** TO DO **
Going through the entries below, work out how many lines have the string "radius" in them. Give the number and nothing more.

Stored entries
══════════
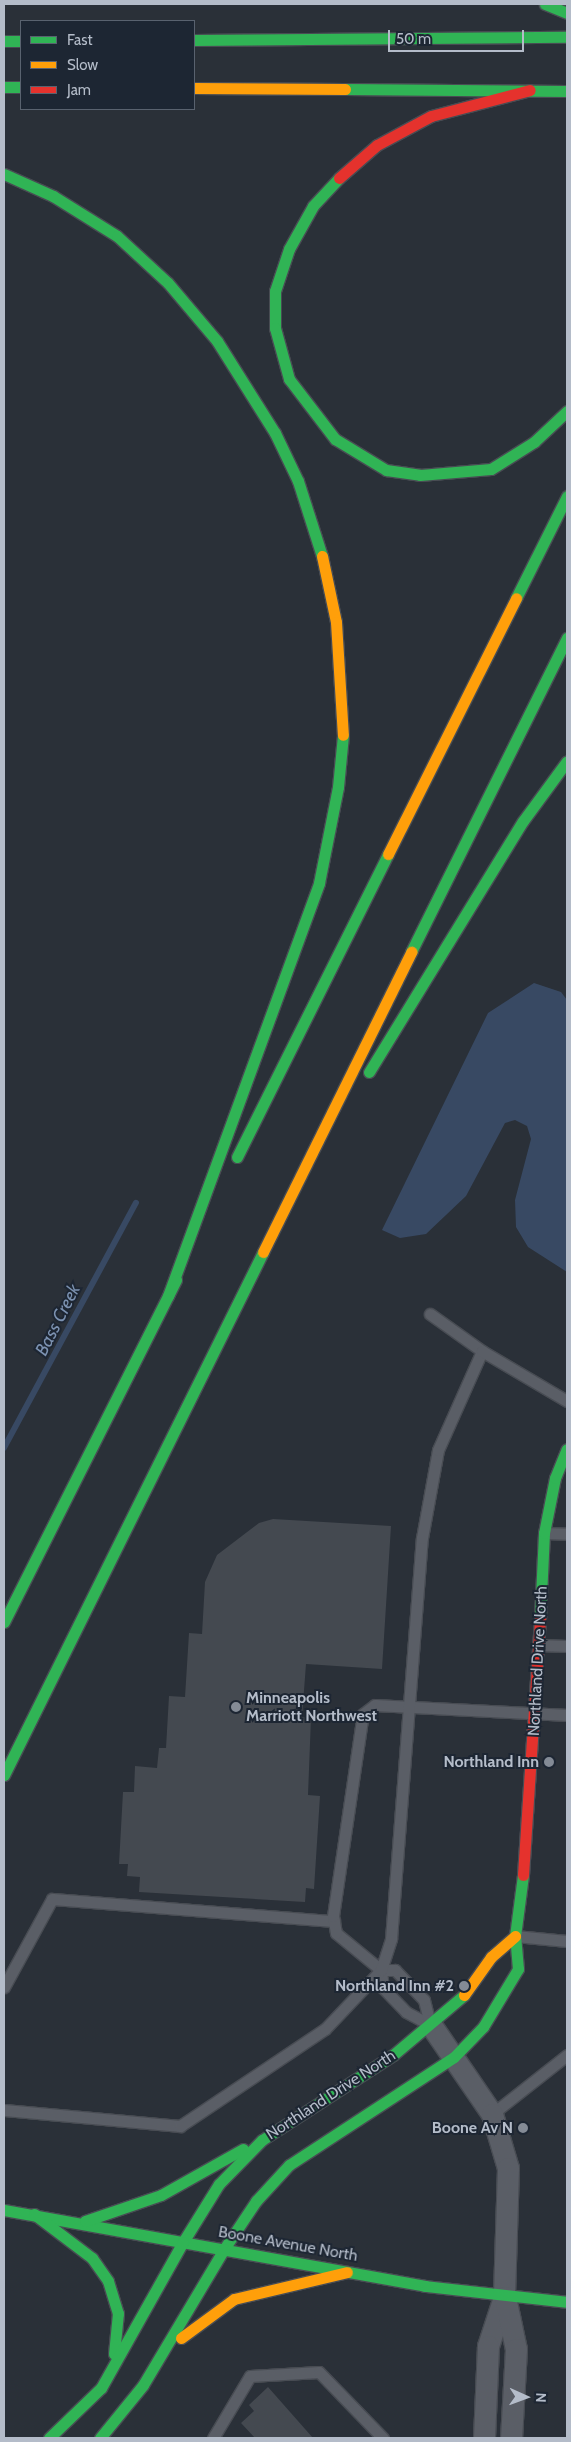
<!DOCTYPE html>
<style>
body{margin:0}
#map{position:relative;width:571px;height:2442px;overflow:hidden;background:#2a3038;font-family:Cabin,sans-serif}
div>[style]{position:absolute}
.water>*{inset:0;background:#384963}
.stream>*{height:5.5px;margin:-2.75px;padding:0 2.75px;transform-origin:2.75px;border-radius:2.75px;background:#384963}
.building>*{inset:0;background:#444950}
.roads{filter:drop-shadow(1px 0 #484c53) drop-shadow(-1px 0 #484c53) drop-shadow(0 1px #484c53) drop-shadow(0 -1px #484c53)}
.lane>*{height:11px;margin:-5.5px;padding:0 5.5px;transform-origin:5.5px;border-radius:5.5px;background:#5a5e66}
.street>*{height:21px;margin:-10.5px;padding:0 10.5px;transform-origin:10.5px;border-radius:10.5px;background:#5a5e66}
.fast>*{height:11px;margin:-5.5px;padding:0 5.5px;transform-origin:5.5px;border-radius:5.5px;background:#30b455}
.slow>*{height:11px;margin:-5.5px;padding:0 5.5px;transform-origin:5.5px;border-radius:5.5px;background:#ff9f0a}
.jam>*{height:11px;margin:-5.5px;padding:0 5.5px;transform-origin:5.5px;border-radius:5.5px;background:#e5322d}
.dots>*{width:14px;height:14px;translate:-50% -50%;box-sizing:border-box;border:2px solid #1d2633;border-radius:50%}
span{translate:-50% -50%;white-space:nowrap;text-align:center;line-height:1.15;-webkit-text-stroke:4px #1d2633;paint-order:stroke}
.street-label{font-size:16px;color:#b4bcc9}
.poi-label{font-size:16px;color:#b4bcc9;font-weight:700}
.left{translate:0 -50%;text-align:left}
.right{translate:-100% -50%;text-align:right}
.water-label{font-size:18px;color:#7c92b1;font-style:italic}
.frame{position:absolute;inset:0;border:5px solid #b4bcc9;pointer-events:none}
.legend{position:absolute;left:20px;top:20px;width:175px;height:90px;box-sizing:border-box;background:#1d2633;border:1px solid #59626f;margin:0;padding:6px 9px;list-style:none;font-size:15px;color:#b4bcc9}
.legend li{display:flex;align-items:center;gap:10px;height:25px}
.legend b{width:25px;border:1px solid #59626f}
.north{position:absolute;left:501px;top:2372px;width:50px;height:50px;-webkit-text-stroke:4px #1d2633;paint-order:stroke;rotate:92deg;font-size:14px;font-weight:700;line-height:20px;text-align:center;color:#b4bcc9}
.north::after{content:'';display:block;margin:auto;width:18px;height:22px;background:#b4bcc9;clip-path:polygon(50% 0,100% 100%,50% 72%,0 100%)}
.scale{position:absolute;left:388px;top:30px;width:136px;height:22px;box-sizing:border-box;border:2px solid #b4bcc9;border-top:0;padding-left:6px;font-size:15px;line-height:18px;white-space:nowrap;color:#b4bcc9;-webkit-text-stroke:4px #1d2633;paint-order:stroke}
</style>
<div id="map">
<div class="water">
<i style="clip-path:polygon(534px 983px,561px 992px,567px 1000px,567px 1272px,528px 1247px,516px 1227px,515px 1200px,531px 1139px,527px 1126px,515px 1120px,505px 1123px,466px 1196px,426px 1234px,400px 1238px,382px 1230px,488px 1013px)"></i>
</div>
<div class="stream">
<i style="left:4px;top:1448px;width:278px;rotate:-61.7deg"></i>
</div>
<div class="building">
<i style="clip-path:polygon(273px 1519px,391px 1526px,382px 1669px,306px 1664px,302px 1717px,311px 1718px,308px 1795px,320px 1796px,314px 1889px,306px 1888px,305px 1902px,139px 1892px,140px 1877px,127px 1876px,128px 1864px,119px 1864px,123px 1792px,134px 1792px,135px 1766px,157px 1768px,159px 1748px,166px 1748px,169px 1696px,185px 1697px,189px 1633px,202px 1634px,205px 1582px,217px 1555px,259px 1523px)"></i>
<i style="clip-path:polygon(268px 2387px,313px 2438px,255px 2438px,241px 2423px,254px 2411px,249px 2405px)"></i>
</div>
<div class="roads">
<div class="lane">
<i style="left:430px;top:1314px;width:64px;rotate:35.4deg"></i>
<i style="left:544px;top:1533px;width:23px;rotate:2deg"></i>
<i style="left:539px;top:1645px;width:28px;rotate:2deg"></i>
<i style="left:515px;top:1936px;width:52px;rotate:5.5deg"></i>
<i style="left:381px;top:1970px;width:18px;rotate:84deg"></i>
<i style="left:383px;top:1988px;width:33px;rotate:46deg"></i>
<i style="left:406px;top:2012px;width:26px;rotate:28deg"></i>
<i style="left:4px;top:1987px;width:100px;rotate:-61.4deg"></i>
<i style="left:52px;top:1899px;width:283px;rotate:4.5deg"></i>
<i style="left:430px;top:2024px;width:25px;rotate:-104deg"></i>
<i style="left:424px;top:2000px;width:42px;rotate:-134deg"></i>
<i style="left:395px;top:1970px;width:14px;rotate:180deg"></i>
<i style="left:381px;top:1970px;width:58px;rotate:-140.6deg"></i>
<i style="left:336px;top:1933px;width:17px;rotate:-100deg"></i>
<i style="left:333px;top:1916px;width:204px;rotate:-81.6deg"></i>
<i style="left:363px;top:1714px;width:15px;rotate:-37deg"></i>
<i style="left:375px;top:1705px;width:192px;rotate:3deg"></i>
<i style="left:4px;top:2110px;width:177px;rotate:5.2deg"></i>
<i style="left:180px;top:2126px;width:174px;rotate:-33.8deg"></i>
<i style="left:325px;top:2029px;width:81px;rotate:-46.5deg"></i>
<i style="left:381px;top:1970px;width:33px;rotate:-72deg"></i>
<i style="left:391px;top:1939px;width:402px;rotate:-85.6deg"></i>
<i style="left:422px;top:1538px;width:89px;rotate:-79.7deg"></i>
<i style="left:438px;top:1450px;width:108px;rotate:-66deg"></i>
<i style="left:482px;top:1351px;width:99px;rotate:30.5deg"></i>
<i style="left:492px;top:2114px;width:95px;rotate:-38.2deg"></i>
<i style="left:213px;top:2438px;width:72px;rotate:-59.2deg"></i>
<i style="left:250px;top:2376px;width:69px;rotate:-3.3deg"></i>
<i style="left:319px;top:2372px;width:92px;rotate:45.9deg"></i>
</div>
<div class="street">
<i style="left:431px;top:2025px;width:108px;rotate:55.6deg"></i>
<i style="left:492px;top:2114px;width:56px;rotate:73.5deg"></i>
<i style="left:508px;top:2168px;width:129px;rotate:91.8deg"></i>
<i style="left:504px;top:2297px;width:52px;rotate:108.1deg"></i>
<i style="left:488px;top:2346px;width:92px;rotate:92.5deg"></i>
<i style="left:505px;top:2297px;width:53px;rotate:78.1deg"></i>
<i style="left:516px;top:2349px;width:89px;rotate:93.2deg"></i>
</div>
<div class="fast">
<i style="left:545px;top:4px;width:24px;rotate:22deg"></i>
<i style="left:194px;top:40px;width:373px;rotate:-0.5deg"></i>
<i style="left:4px;top:41px;width:17px"></i>
<i style="left:4px;top:87px;width:17px"></i>
<i style="left:345px;top:89px;width:222px;rotate:0.5deg"></i>
<i style="left:4px;top:174px;width:54px;rotate:24.2deg"></i>
<i style="left:53px;top:196px;width:75px;rotate:32deg"></i>
<i style="left:117px;top:236px;width:69px;rotate:42.7deg"></i>
<i style="left:168px;top:283px;width:76px;rotate:49.8deg"></i>
<i style="left:217px;top:341px;width:109px;rotate:57.8deg"></i>
<i style="left:275px;top:433px;width:53px;rotate:64.4deg"></i>
<i style="left:298px;top:481px;width:79px;rotate:72.3deg"></i>
<i style="left:339px;top:178px;width:38px;rotate:133deg"></i>
<i style="left:313px;top:206px;width:49px;rotate:119.2deg"></i>
<i style="left:289px;top:249px;width:44px;rotate:108.4deg"></i>
<i style="left:275px;top:291px;width:37px;rotate:90deg"></i>
<i style="left:275px;top:328px;width:53px;rotate:74.6deg"></i>
<i style="left:289px;top:379px;width:76px;rotate:52.5deg"></i>
<i style="left:335px;top:439px;width:60px;rotate:31.3deg"></i>
<i style="left:386px;top:470px;width:34px;rotate:8deg"></i>
<i style="left:420px;top:475px;width:71px;rotate:-4.8deg"></i>
<i style="left:491px;top:469px;width:51px;rotate:-32.1deg"></i>
<i style="left:534px;top:442px;width:45px;rotate:-43.2deg"></i>
<i style="left:516px;top:598px;width:114px;rotate:-63.4deg"></i>
<i style="left:411px;top:952px;width:351px;rotate:-63.6deg"></i>
<i style="left:369px;top:1072px;width:294px;rotate:-58.5deg"></i>
<i style="left:523px;top:821px;width:74px;rotate:-53.7deg"></i>
<i style="left:237px;top:1157px;width:339px;rotate:-63.5deg"></i>
<i style="left:168px;top:1296px;width:440px;rotate:-69.9deg"></i>
<i style="left:319px;top:883px;width:98px;rotate:-78.8deg"></i>
<i style="left:338px;top:787px;width:52px;rotate:-84.5deg"></i>
<i style="left:540px;top:1618px;width:85px;rotate:-87.3deg"></i>
<i style="left:544px;top:1533px;width:56px;rotate:-78.7deg"></i>
<i style="left:555px;top:1478px;width:31px;rotate:-68deg"></i>
<i style="left:4px;top:1622px;width:383px;rotate:-63.3deg"></i>
<i style="left:4px;top:1775px;width:584px;rotate:-63.65deg"></i>
<i style="left:4px;top:2210px;width:428px;rotate:10.2deg"></i>
<i style="left:425px;top:2286px;width:143px;rotate:6.4deg"></i>
<i style="left:34px;top:2214px;width:73px;rotate:37.2deg"></i>
<i style="left:92px;top:2258px;width:28px;rotate:55deg"></i>
<i style="left:108px;top:2281px;width:34px;rotate:73deg"></i>
<i style="left:118px;top:2313px;width:41px;rotate:95.6deg"></i>
<i style="left:85px;top:2221px;width:80px;rotate:-18.9deg"></i>
<i style="left:161px;top:2195px;width:94px;rotate:-29.3deg"></i>
<i style="left:183px;top:2242px;width:68px;rotate:-58.2deg"></i>
<i style="left:219px;top:2184px;width:62px;rotate:-45.7deg"></i>
<i style="left:262px;top:2140px;width:156px;rotate:-33deg"></i>
<i style="left:393px;top:2055px;width:93px;rotate:-40.2deg"></i>
<i style="left:224px;top:2249px;width:58px;rotate:-56.3deg"></i>
<i style="left:256px;top:2201px;width:49px;rotate:-47.5deg"></i>
<i style="left:289px;top:2165px;width:197px;rotate:-33.2deg"></i>
<i style="left:454px;top:2057px;width:42px;rotate:-46deg"></i>
<i style="left:483px;top:2027px;width:68px;rotate:-58.9deg"></i>
<i style="left:518px;top:1969px;width:33px;rotate:-95deg"></i>
<i style="left:515px;top:1936px;width:62px;rotate:-82.5deg"></i>
<i style="left:49px;top:2438px;width:72px;rotate:-43.9deg"></i>
<i style="left:101px;top:2388px;width:167px;rotate:-60.7deg"></i>
<i style="left:100px;top:2438px;width:68px;rotate:-50.9deg"></i>
<i style="left:143px;top:2385px;width:158px;rotate:-59.2deg"></i>
</div>
<div class="slow">
<i style="left:194px;top:88px;width:151px;rotate:0.4deg"></i>
<i style="left:322px;top:556px;width:67px;rotate:78deg"></i>
<i style="left:336px;top:622px;width:113px;rotate:86.5deg"></i>
<i style="left:388px;top:854px;width:286px;rotate:-63.4deg"></i>
<i style="left:263px;top:1252px;width:335px;rotate:-63.7deg"></i>
<i style="left:464px;top:1995px;width:47px;rotate:-54.6deg"></i>
<i style="left:491px;top:1957px;width:32px;rotate:-41deg"></i>
<i style="left:181px;top:2338px;width:66px;rotate:-36.3deg"></i>
<i style="left:234px;top:2299px;width:116px;rotate:-13.4deg"></i>
</div>
<div class="jam">
<i style="left:339px;top:178px;width:50px;rotate:-41deg"></i>
<i style="left:377px;top:145px;width:61px;rotate:-28.2deg"></i>
<i style="left:431px;top:116px;width:102px;rotate:-14.7deg"></i>
<i style="left:523px;top:1875px;width:258px;rotate:-86.2deg"></i>
</div>
</div>
<div class="dots">
<i style="left:236px;top:1707px;background:#848b96"></i>
<i style="left:549px;top:1762px;background:#848b96"></i>
<i style="left:464px;top:1986px;background:#848b96"></i>
<i style="left:523px;top:2128px;background:#848b96"></i>
</div>
<div class="street-label">
<span style="left:538px;top:1661px;rotate:-87deg">Northland Drive North</span>
<span style="left:331px;top:2095px;rotate:-33deg">Northland Drive North</span>
<span style="left:288px;top:2244px;rotate:10deg">Boone Avenue North</span>
</div>
<div class="poi-label">
<span class="left" style="left:246px;top:1707px">Minneapolis<br>Marriott Northwest</span>
<span class="right" style="left:539px;top:1762px">Northland Inn</span>
<span class="right" style="left:454px;top:1986px">Northland Inn #2</span>
<span class="right" style="left:513px;top:2128px">Boone Av N</span>
</div>
<div class="water-label">
<span style="left:58px;top:1320px;rotate:-63deg">Bass Creek</span>
</div>
<div class="frame"></div>
<ul class="legend">
<li><b style="height:6px;background:#30b455"></b>Fast</li>
<li><b style="height:6px;background:#ff9f0a"></b>Slow</li>
<li><b style="height:6px;background:#e5322d"></b>Jam</li>
</ul>
<div class="north">N</div>
<div class="scale">50 m</div>
</div>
══════════
** SOLUTION TO THIS EXERCISE **
7